実際にどの程度の処遇差が存在するのか、その具体的な実態についても含め、今後継続して調査・検証していきたいと考えています。

また、これだけ深刻化してしまったバスの運転手不足ですが、もちろん都は予見していました。
そのため、交通局の令和8年度予算案には、運転士の定着支援金として年間12万円の支給が計上されています(運転手1人あたり) 。

東京都は都営バスの運転士不足を「予算措置で対策すべき課題」と認識しているからこその定着支援金ですが、果たして年間12万円程度の追加支給で人材が集まるのか?という疑問が生まれます。

こうした金額の妥当性と効果を含めて審査するのが都議会であり、最低限の定着金と操業を維持するための最低限の対策では人材確保は困難という点で意義を唱える必要があります。

【注記】本ブログでは、例示としてドクターヘリ操縦士や都営バス運転手の人材不足に触れていますが、これらに限らず、保育や福祉に携わる方、教員をはじめとする多様な職種における処遇改善についても、これまでも議会の場で継続的に提案しているところです。

メンっ!と総括

東京都は、何を優先する行政なのか。都の税収が過去最高を更新し続ける一方で、都民の命を守るドクターヘリを飛ばせなくなってしまうことや、行政の基幹事業の一つともいえる公共交通を減便させたり路線廃止せざるを得なくなってしまったの理由を、私たち都民はよく考えなければなりません。

予算編成は本来、現場の声を吸い上げて作られるものです。
しかし、2,000億円近い新規事業予算がありながら、既存バス路線の維持すらできない現状は、都庁内部で「何が重要か」という優先順位の考え方が、都民と乖離していると言わざるを得ません。(本日発表された本件について、既に多くの都民の皆さまからの問い合わせが入っております)

「予算は現場から」と言いながら、実際には現場における人材不足を、IT化や自動運転など聞こえの良い政策で誤魔化し、最後は「不採算」や「人手不足」を理由に切り捨てる。これが首都・東京の現状です。
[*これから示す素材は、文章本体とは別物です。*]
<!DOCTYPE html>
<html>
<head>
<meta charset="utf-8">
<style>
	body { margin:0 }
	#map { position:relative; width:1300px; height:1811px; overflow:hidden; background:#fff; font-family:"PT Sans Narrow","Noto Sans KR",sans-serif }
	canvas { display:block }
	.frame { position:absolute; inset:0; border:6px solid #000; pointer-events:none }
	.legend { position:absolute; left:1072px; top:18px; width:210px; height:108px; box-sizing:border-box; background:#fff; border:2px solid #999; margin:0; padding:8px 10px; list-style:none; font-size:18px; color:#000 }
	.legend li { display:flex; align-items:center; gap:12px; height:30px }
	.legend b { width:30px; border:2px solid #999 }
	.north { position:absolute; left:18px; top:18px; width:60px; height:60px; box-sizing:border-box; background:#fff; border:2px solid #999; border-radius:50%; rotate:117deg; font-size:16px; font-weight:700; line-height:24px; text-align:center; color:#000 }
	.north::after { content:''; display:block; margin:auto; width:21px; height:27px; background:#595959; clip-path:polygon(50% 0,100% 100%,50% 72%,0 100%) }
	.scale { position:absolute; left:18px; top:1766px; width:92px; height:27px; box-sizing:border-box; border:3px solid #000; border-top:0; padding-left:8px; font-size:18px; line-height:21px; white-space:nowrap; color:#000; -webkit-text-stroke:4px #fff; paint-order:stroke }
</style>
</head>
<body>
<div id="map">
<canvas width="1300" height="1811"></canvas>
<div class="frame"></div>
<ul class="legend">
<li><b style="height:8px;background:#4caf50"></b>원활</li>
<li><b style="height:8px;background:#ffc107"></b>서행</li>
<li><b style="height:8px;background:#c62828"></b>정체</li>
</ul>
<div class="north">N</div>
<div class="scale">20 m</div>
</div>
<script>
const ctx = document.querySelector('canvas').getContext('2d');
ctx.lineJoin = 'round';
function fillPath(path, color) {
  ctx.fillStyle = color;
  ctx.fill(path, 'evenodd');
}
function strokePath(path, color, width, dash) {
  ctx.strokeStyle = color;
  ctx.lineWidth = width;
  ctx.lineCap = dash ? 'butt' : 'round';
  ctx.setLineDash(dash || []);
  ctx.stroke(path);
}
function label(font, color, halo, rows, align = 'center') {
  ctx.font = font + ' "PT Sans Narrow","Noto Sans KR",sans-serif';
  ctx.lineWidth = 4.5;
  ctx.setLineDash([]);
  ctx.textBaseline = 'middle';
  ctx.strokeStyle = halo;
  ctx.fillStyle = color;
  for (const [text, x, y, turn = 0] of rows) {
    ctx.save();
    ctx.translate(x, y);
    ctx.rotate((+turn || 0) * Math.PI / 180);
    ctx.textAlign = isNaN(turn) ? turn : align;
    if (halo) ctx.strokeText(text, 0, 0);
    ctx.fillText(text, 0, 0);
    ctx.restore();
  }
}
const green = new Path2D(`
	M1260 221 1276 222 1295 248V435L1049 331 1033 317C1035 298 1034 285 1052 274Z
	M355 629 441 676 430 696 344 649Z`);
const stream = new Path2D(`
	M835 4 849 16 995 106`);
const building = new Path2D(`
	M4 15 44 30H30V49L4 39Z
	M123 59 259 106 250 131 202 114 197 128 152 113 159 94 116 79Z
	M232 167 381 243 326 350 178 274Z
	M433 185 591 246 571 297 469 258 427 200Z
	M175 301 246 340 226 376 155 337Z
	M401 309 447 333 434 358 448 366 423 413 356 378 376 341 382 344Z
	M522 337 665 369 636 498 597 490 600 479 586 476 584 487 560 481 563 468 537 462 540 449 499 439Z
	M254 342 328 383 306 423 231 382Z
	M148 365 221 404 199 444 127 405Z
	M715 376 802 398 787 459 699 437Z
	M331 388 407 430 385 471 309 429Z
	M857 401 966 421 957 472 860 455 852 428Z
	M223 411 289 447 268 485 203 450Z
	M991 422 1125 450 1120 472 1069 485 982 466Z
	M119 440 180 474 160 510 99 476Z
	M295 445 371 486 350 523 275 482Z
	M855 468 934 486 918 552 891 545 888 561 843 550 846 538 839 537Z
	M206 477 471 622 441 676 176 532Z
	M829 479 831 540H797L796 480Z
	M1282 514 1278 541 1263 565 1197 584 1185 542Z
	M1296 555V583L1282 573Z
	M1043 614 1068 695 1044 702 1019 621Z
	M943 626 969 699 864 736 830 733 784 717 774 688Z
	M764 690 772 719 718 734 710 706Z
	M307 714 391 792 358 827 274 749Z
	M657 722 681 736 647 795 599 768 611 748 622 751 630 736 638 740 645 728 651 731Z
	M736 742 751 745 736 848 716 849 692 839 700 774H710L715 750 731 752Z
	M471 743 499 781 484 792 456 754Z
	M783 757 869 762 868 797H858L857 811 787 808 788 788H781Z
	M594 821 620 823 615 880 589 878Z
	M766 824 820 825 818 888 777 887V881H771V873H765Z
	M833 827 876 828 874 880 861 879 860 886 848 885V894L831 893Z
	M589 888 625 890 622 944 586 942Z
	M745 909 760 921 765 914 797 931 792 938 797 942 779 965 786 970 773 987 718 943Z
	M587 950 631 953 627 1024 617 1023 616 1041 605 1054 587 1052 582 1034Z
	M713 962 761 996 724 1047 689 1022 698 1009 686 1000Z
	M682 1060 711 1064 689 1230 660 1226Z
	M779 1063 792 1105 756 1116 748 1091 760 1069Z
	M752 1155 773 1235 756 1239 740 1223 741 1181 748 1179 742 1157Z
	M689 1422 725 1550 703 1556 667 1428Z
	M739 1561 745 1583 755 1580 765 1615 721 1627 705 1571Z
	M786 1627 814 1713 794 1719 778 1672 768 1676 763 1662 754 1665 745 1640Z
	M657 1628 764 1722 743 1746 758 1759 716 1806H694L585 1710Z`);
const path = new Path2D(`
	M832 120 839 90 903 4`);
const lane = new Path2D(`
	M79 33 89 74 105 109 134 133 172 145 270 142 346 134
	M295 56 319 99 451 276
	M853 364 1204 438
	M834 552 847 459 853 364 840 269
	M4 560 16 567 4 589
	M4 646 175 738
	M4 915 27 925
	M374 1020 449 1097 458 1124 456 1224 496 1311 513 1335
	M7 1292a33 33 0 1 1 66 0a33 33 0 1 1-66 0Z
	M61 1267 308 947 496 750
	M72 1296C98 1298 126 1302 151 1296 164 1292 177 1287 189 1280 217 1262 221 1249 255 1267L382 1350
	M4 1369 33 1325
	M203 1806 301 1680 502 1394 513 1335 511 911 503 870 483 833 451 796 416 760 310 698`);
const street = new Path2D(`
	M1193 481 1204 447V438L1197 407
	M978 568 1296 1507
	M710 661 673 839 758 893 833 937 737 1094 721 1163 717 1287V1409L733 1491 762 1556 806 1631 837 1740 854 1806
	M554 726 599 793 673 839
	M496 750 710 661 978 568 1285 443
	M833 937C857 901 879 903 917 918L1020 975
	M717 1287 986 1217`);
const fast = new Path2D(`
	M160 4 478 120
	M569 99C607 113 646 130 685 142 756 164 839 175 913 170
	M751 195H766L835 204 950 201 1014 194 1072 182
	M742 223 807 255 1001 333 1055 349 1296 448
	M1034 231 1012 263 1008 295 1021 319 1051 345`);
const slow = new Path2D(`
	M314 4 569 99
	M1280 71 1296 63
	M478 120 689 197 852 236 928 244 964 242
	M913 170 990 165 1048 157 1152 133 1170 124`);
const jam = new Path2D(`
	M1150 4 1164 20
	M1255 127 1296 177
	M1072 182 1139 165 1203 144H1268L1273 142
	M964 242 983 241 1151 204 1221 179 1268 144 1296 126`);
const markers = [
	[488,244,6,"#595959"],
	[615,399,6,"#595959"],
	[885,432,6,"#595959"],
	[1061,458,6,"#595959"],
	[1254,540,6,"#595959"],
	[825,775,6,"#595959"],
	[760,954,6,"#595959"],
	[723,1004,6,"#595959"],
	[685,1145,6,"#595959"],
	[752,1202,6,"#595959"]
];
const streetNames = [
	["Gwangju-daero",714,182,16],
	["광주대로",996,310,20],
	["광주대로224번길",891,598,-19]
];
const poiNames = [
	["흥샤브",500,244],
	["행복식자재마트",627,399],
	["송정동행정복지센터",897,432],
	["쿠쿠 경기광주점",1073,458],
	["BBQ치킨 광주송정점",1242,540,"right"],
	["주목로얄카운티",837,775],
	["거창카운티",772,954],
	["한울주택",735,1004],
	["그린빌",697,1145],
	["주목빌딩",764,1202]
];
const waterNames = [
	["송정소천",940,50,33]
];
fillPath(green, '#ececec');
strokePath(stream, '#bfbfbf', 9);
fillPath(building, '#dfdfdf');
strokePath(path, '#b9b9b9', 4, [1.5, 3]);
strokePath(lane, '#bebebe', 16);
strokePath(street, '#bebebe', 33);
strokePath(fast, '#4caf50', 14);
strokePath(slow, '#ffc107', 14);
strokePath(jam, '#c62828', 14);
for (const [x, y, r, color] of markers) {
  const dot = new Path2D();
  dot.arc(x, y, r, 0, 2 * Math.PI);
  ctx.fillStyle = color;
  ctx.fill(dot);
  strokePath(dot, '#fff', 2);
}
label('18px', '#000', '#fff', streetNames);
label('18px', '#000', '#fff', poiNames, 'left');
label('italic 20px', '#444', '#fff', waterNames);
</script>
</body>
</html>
行政の価値判断は予算に表れます。議員として、今まさに行われている予算審査でも、その問題を追及しますが、同時に、こうした予算案を出してしまう構造的な問題の解決を求め、都民の皆様の想いを東京都に代弁してまいります。

本件について、東京都に対し思う事・ご意見は都民の声として是非東京都にお寄せ下さい。